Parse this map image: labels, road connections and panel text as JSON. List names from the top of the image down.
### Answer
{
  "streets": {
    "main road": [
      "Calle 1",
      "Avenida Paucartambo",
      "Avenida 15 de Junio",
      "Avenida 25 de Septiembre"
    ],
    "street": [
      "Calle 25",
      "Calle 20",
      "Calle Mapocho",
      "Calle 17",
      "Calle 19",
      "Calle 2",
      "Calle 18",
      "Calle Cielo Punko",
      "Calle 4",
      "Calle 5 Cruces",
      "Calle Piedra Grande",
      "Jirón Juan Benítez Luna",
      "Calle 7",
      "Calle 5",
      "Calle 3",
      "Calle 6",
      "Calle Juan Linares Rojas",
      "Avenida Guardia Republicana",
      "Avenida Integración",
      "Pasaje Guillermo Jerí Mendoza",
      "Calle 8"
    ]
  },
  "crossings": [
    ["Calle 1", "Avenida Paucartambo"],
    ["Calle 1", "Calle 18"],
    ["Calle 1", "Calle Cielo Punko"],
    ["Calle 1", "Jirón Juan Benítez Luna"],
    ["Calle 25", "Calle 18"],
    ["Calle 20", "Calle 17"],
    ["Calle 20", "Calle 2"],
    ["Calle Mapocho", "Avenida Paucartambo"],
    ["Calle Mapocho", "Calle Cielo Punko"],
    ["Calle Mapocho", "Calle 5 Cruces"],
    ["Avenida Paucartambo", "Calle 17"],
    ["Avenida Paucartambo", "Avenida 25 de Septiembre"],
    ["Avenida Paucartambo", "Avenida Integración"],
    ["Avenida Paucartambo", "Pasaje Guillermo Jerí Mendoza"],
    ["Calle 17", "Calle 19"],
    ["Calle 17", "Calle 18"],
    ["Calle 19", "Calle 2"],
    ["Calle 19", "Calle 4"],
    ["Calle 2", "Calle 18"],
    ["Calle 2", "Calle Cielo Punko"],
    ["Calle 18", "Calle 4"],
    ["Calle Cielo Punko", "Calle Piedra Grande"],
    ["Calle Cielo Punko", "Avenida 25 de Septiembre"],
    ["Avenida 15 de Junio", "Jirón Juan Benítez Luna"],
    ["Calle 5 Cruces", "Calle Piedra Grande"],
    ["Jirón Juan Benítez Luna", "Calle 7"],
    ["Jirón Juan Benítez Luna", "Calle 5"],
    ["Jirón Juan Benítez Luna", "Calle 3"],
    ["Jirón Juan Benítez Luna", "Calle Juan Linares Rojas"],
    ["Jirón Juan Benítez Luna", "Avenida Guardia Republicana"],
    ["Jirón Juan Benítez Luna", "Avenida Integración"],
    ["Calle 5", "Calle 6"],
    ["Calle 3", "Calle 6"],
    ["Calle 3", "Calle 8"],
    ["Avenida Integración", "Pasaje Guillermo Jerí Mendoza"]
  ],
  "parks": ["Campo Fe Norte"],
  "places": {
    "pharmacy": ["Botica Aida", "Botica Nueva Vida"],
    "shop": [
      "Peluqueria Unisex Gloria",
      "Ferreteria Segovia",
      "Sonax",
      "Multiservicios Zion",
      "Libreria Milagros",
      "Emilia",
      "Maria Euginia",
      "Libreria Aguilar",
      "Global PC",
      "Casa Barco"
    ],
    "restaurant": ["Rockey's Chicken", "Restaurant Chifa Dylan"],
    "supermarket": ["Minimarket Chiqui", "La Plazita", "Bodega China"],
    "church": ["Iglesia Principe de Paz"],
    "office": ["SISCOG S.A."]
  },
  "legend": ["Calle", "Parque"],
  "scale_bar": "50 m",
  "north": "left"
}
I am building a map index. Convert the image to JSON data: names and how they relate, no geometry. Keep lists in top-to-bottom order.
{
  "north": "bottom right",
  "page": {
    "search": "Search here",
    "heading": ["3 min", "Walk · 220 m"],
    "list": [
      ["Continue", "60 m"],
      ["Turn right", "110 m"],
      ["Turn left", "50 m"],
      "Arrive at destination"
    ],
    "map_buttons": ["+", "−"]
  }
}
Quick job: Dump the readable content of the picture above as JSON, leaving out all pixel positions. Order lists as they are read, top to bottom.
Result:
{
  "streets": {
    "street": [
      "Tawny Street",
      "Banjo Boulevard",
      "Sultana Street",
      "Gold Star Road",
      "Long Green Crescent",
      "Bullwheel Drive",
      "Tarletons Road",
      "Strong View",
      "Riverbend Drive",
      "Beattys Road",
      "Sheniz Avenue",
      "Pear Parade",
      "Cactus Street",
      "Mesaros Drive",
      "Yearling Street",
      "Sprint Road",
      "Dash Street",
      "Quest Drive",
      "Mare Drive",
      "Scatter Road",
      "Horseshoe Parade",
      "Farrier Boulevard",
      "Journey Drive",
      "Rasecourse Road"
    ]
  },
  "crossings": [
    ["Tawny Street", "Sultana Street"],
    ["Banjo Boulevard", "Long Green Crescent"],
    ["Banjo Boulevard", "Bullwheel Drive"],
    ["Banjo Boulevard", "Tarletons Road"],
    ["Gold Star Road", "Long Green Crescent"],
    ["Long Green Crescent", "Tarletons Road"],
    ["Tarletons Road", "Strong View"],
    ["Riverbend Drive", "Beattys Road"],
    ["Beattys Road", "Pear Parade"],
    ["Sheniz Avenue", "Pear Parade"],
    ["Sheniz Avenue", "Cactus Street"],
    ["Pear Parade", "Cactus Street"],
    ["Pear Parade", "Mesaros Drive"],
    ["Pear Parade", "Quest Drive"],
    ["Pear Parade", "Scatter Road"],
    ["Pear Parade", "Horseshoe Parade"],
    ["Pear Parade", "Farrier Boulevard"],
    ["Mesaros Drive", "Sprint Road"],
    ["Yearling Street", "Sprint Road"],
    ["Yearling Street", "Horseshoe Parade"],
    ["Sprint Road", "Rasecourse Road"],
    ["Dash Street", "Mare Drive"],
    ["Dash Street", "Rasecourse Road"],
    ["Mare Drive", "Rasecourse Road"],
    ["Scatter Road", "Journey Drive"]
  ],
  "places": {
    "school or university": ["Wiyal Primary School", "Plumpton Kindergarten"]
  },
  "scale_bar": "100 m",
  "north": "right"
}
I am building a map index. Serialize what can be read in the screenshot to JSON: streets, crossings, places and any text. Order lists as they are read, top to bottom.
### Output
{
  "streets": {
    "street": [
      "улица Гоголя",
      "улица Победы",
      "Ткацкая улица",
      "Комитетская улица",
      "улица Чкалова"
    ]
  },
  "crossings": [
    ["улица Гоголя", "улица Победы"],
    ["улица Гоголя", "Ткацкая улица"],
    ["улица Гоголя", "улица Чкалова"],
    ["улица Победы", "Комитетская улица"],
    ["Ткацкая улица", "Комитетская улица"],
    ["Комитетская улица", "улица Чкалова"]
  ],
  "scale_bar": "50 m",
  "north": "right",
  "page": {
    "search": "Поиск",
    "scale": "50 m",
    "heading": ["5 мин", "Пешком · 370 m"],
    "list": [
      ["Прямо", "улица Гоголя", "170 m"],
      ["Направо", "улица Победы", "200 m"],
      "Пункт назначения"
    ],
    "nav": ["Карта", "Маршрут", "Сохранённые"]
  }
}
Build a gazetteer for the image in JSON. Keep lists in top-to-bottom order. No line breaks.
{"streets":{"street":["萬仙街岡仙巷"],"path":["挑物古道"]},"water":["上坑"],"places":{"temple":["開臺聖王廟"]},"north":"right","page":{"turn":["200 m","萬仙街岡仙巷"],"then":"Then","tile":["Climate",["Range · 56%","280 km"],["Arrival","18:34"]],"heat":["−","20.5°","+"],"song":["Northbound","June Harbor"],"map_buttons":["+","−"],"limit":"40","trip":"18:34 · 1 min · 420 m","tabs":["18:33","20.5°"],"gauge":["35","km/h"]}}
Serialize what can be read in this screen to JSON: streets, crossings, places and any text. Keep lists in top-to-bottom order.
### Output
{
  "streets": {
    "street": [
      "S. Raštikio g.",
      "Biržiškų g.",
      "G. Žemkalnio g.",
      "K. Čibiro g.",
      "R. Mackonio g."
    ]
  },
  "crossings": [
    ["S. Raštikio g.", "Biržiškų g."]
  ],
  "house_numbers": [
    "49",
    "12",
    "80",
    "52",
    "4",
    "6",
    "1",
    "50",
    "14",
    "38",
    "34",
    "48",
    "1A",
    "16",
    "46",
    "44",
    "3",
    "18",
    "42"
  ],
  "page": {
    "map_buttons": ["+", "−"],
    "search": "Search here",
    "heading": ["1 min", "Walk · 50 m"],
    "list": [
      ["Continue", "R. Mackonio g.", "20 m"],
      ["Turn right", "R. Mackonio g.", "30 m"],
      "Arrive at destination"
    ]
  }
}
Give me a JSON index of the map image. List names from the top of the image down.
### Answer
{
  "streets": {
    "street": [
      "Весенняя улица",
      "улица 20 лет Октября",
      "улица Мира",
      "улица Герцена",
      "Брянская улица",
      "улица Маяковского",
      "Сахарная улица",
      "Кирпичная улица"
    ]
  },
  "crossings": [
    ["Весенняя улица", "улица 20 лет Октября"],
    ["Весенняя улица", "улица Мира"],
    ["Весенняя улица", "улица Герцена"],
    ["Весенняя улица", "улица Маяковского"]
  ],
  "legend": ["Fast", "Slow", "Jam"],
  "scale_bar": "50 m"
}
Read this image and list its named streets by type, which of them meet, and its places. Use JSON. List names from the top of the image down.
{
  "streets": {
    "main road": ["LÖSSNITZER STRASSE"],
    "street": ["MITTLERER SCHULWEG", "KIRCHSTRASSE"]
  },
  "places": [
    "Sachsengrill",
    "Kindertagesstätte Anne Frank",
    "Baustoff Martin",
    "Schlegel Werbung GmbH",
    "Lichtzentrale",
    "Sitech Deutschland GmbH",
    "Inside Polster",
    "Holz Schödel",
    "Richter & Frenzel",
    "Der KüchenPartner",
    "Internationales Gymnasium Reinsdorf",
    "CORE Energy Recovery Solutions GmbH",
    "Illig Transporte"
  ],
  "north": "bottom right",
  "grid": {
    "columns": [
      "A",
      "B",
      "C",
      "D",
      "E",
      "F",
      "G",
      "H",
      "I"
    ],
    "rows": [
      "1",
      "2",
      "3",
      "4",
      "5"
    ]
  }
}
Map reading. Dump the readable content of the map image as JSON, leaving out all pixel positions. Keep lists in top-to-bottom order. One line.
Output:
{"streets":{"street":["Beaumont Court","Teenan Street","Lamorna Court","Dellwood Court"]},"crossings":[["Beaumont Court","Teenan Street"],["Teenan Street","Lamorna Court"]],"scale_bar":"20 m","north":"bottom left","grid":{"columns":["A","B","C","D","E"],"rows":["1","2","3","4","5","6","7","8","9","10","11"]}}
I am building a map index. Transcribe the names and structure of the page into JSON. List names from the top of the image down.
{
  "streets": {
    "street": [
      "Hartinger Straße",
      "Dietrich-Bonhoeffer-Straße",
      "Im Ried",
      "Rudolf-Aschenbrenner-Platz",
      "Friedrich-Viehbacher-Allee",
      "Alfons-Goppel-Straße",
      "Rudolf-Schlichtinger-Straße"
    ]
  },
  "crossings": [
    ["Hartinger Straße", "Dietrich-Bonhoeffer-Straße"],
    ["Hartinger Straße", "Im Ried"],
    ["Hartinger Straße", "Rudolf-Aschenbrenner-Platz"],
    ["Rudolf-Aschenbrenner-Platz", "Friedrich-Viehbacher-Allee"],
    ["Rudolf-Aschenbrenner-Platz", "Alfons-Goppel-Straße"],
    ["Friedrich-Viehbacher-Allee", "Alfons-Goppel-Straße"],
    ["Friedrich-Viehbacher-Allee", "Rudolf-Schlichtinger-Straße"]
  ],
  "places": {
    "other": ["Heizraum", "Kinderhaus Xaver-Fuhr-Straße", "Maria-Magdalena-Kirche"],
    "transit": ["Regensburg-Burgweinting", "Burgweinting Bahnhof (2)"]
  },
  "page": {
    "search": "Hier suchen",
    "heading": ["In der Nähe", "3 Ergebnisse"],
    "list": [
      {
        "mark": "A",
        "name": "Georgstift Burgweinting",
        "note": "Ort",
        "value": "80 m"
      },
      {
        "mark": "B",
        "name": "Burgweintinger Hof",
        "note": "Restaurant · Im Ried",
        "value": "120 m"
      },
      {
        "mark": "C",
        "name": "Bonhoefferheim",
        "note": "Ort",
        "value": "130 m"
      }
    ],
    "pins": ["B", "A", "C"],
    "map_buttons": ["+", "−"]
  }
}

### Exercise:
Go through the entries above and count each line that contains the string "readable". Reply only with the total.

### Result of this exercise:
2